What you have to do >> Read the lines below, and copy any that contain the string "stream".

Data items

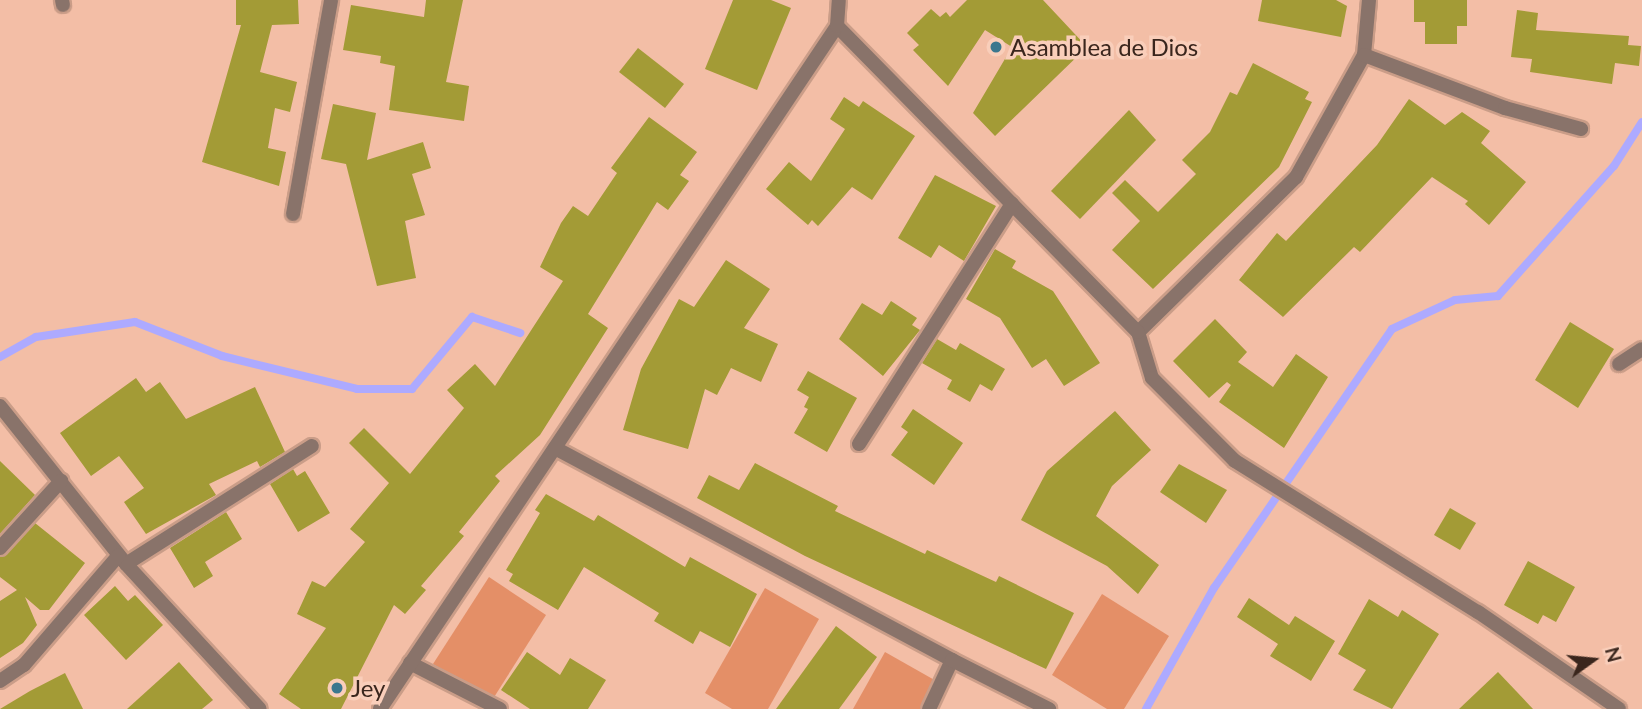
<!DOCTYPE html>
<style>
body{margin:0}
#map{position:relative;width:1642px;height:709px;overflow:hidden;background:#f3bea6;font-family:Lato,sans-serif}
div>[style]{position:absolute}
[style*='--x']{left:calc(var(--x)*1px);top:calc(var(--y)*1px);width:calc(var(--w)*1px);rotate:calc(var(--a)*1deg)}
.green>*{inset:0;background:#e48f67}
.stream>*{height:8px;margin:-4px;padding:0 4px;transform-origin:4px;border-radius:4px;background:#adaaff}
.building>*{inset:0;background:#a39b36}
.roads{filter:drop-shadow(2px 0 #ca9d88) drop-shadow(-2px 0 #ca9d88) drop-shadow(0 2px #ca9d88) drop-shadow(0 -2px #ca9d88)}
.minor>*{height:14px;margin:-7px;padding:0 7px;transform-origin:7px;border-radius:7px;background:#89736a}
.dots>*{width:19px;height:19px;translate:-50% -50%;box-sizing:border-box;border:4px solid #f9ceba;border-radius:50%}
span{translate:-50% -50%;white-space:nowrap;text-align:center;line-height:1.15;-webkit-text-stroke:7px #f9ceba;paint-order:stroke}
.poi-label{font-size:24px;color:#3a261d}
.left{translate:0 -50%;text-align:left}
.north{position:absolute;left:1558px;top:625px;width:70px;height:70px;-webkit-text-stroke:5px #f9ceba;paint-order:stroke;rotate:75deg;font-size:19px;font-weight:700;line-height:28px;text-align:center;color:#3a261d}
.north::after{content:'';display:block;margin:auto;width:24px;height:32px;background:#3a261d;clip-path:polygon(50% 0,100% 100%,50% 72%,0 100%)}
</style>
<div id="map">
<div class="green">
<i style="clip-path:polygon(489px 577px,546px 615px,491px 702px,433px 664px)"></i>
<i style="clip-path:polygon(765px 588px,819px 619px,768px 709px,732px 709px,705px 693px)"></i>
<i style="clip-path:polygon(1102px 594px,1169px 636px,1124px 709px,1107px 709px,1052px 675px)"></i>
<i style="clip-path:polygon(885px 652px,938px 682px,923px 709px,853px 709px)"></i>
</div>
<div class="stream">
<i style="--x:0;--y:357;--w:41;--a:-29.1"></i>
<i style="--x:36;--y:337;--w:100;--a:-8.6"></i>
<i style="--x:135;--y:322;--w:93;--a:21.3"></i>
<i style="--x:222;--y:356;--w:139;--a:13.7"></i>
<i style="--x:357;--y:389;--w:55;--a:0"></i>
<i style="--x:412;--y:389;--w:94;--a:-50.2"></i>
<i style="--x:472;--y:317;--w:51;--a:18.4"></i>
<i style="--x:1146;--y:709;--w:139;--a:-60.7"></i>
<i style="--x:1214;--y:588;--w:314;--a:-55.5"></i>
<i style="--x:1392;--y:329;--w:69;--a:-24.7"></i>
<i style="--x:1455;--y:300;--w:43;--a:-5.3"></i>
<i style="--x:1498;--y:296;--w:174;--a:-48.3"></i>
<i style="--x:1614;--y:166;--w:52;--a:-57.5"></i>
</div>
<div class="building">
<i style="clip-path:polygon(236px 0,298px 0,299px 24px,272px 25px,260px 72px,297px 82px,290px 112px,275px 108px,268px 148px,286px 152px,279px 186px,202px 162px,241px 25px,236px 25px)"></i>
<i style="clip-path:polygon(426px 0,463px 0,446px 82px,469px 86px,464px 121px,389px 110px,395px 66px,380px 63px,381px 56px,343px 50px,351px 5px,424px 17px)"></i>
<i style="clip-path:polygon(733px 0,771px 0,791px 8px,757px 90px,705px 69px)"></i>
<i style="clip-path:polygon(967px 0,1043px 0,1087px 47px,995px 136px,973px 113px,1012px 47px,985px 30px,948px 86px,913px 50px,919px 45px,907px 33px,931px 9px,940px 17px,946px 12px,950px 17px)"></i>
<i style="clip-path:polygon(1262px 0,1336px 0,1347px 6px,1341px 37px,1258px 21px)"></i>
<i style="clip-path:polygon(1414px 0,1467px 0,1467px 26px,1457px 26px,1457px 44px,1425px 44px,1425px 22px,1414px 22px)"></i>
<i style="clip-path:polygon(1517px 10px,1538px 13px,1536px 30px,1629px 36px,1628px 45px,1641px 46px,1639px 66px,1615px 63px,1612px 84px,1530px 72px,1532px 59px,1511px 57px)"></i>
<i style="clip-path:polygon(638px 48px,684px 84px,665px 108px,619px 72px)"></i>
<i style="clip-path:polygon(1253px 63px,1309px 92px,1305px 99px,1312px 102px,1279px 167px,1153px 289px,1112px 250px,1140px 221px,1112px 193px,1125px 180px,1158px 212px,1196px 174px,1182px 160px,1210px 132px,1230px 92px,1237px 95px)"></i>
<i style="clip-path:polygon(844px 97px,859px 107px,863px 101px,915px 136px,872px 200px,852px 187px,818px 226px,812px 220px,808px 225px,766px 189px,789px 162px,811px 181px,845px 129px,830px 119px)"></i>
<i style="clip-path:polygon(1409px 99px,1445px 125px,1462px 112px,1490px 131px,1481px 143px,1526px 182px,1489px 225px,1465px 204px,1468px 201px,1432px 177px,1360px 252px,1354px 247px,1283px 317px,1239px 280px,1277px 233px,1286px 241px,1377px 145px)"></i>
<i style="clip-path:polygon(333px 104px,376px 113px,367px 160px,423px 142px,431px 168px,412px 174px,425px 215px,405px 221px,416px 278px,377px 286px,346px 164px,321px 159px)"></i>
<i style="clip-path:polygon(1129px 110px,1156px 140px,1080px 219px,1051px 191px)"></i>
<i style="clip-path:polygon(649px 117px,697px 152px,680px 175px,689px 181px,668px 210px,657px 202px,588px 314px,608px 328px,540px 435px,495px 476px,500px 481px,459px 532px,464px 536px,421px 586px,426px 590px,405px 614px,394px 605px,341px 709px,301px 709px,279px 694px,326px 628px,297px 614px,312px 581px,325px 587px,365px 542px,350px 529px,389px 483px,349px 443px,364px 428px,410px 474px,464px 408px,447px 390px,475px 364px,495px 386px,563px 281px,540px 267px,561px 223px,573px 206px,588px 216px,617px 173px,611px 168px)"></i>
<i style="clip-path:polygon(935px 175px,996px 206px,964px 261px,939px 245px,931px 258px,898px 238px)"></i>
<i style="clip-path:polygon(995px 249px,1016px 261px,1012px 268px,1053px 291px,1100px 363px,1064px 386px,1046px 359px,1032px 368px,1000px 318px,966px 299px)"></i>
<i style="clip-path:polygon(726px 260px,770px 289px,744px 328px,778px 344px,761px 382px,731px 368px,717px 395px,705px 389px,688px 449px,623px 430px,641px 369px,679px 299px,694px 307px)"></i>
<i style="clip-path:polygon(891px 301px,917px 318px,912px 325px,920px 330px,883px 376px,839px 339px,862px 303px,882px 315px)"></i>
<i style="clip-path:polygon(1215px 319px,1247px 352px,1238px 362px,1273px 387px,1296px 354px,1328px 377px,1284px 448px,1219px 402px,1231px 385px,1227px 382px,1209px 398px,1173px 361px)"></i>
<i style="clip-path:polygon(1570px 322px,1614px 349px,1578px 408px,1535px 380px)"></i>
<i style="clip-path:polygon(937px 339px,956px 350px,960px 343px,1005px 369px,992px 391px,980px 384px,970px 402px,947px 389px,952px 380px,922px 363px)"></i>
<i style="clip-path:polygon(808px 371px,857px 398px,827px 452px,794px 433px,808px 409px,804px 407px,809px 397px,797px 390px)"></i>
<i style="clip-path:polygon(136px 378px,146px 392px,160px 382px,186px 419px,255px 387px,285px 452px,260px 467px,257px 461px,209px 484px,216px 495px,146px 534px,124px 502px,144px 488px,119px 456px,91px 476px,60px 433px)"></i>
<i style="clip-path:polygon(913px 409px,963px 443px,934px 485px,891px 455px,908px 432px,901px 427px)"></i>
<i style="clip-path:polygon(1115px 411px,1151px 450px,1112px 486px,1096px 516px,1159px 565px,1138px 594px,1107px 566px,1021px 520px,1047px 471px)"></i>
<i style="clip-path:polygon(0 461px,35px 495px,0 534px)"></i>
<i style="clip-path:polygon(755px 463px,838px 506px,835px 511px,925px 554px,927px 550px,996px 582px,999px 576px,1074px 613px,1046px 669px,805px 556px,697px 498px,709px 475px,739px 490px)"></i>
<i style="clip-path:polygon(1179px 464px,1227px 490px,1206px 523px,1160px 492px)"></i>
<i style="clip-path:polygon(293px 469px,297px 476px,305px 471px,330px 513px,298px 532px,270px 484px)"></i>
<i style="clip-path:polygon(546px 494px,594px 521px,598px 515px,685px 567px,690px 557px,757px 594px,730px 647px,700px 631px,693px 644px,654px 621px,659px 613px,584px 567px,558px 610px,509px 581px,513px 574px,506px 570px,540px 513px,535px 510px)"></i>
<i style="clip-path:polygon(1450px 508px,1476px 523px,1460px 550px,1434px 535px)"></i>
<i style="clip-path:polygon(226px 512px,242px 539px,205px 562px,213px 576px,194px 588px,170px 548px)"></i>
<i style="clip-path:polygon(35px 523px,85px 563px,49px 610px,40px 610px,25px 597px,37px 625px,23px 643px,0 658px,0 601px,17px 590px,0 577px,0 557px)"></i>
<i style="clip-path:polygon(1528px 561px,1575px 587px,1556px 622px,1543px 615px,1538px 624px,1504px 605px)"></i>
<i style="clip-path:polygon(115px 586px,128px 601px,135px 595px,163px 625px,126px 660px,84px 615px)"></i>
<i style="clip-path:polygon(1249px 598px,1289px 625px,1295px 616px,1335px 641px,1311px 681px,1270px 656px,1278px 644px,1237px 617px)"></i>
<i style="clip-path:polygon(1369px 599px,1398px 617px,1402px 610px,1439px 634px,1392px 709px,1353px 690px,1366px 670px,1338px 654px)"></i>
<i style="clip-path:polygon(836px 626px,877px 657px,839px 709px,776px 709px)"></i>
<i style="clip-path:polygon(527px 652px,560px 675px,570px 658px,606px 680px,588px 709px,530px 709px,501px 690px)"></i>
<i style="clip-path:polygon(179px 662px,213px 700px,202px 709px,127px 709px)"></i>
<i style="clip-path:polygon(1498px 672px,1533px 709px,1459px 709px)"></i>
<i style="clip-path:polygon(65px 673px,83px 709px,0 709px,30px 691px)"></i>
</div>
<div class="roads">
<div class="minor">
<i style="--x:62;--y:0;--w:5;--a:79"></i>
<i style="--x:1369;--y:0;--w:55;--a:95.2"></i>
<i style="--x:1364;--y:55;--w:140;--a:119.1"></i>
<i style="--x:1296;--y:177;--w:221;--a:135.5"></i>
<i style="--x:1138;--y:332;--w:48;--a:73.1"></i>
<i style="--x:1152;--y:378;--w:117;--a:45"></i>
<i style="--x:1235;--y:461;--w:286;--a:31.9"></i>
<i style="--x:1478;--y:612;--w:171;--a:34.5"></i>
<i style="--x:837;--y:26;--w:429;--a:45.5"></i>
<i style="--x:1364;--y:55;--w:151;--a:20.6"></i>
<i style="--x:1505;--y:108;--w:79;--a:15.4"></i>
<i style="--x:293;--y:214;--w:217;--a:-79.9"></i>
<i style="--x:1619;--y:364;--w:27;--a:-33"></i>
<i style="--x:0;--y:406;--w:202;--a:51.4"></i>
<i style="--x:126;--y:564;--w:197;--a:47.3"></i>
<i style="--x:859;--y:444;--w:285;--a:-57.5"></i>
<i style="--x:555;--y:448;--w:450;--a:28.1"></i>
<i style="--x:952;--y:660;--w:54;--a:115.1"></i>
<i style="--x:0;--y:548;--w:91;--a:-47.7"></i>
<i style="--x:126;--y:564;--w:220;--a:-32.4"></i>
<i style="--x:952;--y:660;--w:109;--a:26.8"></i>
<i style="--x:410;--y:663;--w:101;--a:27.1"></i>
<i style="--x:0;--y:681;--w:29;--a:-34"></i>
<i style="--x:24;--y:665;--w:145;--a:-49.2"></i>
<i style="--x:380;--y:709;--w:822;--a:-56.21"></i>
<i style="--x:837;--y:26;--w:26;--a:-86"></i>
</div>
</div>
<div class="dots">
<i style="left:996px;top:47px;background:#3b778e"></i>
<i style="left:337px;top:688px;background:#3b778e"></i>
</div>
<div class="poi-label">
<span class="left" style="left:1010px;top:47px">Asamblea de Dios</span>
<span class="left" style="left:351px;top:688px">Jey</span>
</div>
<div class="north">N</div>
</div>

Output below >>
.stream>*{height:8px;margin:-4px;padding:0 4px;transform-origin:4px;border-radius:4px;background:#adaaff}
<div class="stream">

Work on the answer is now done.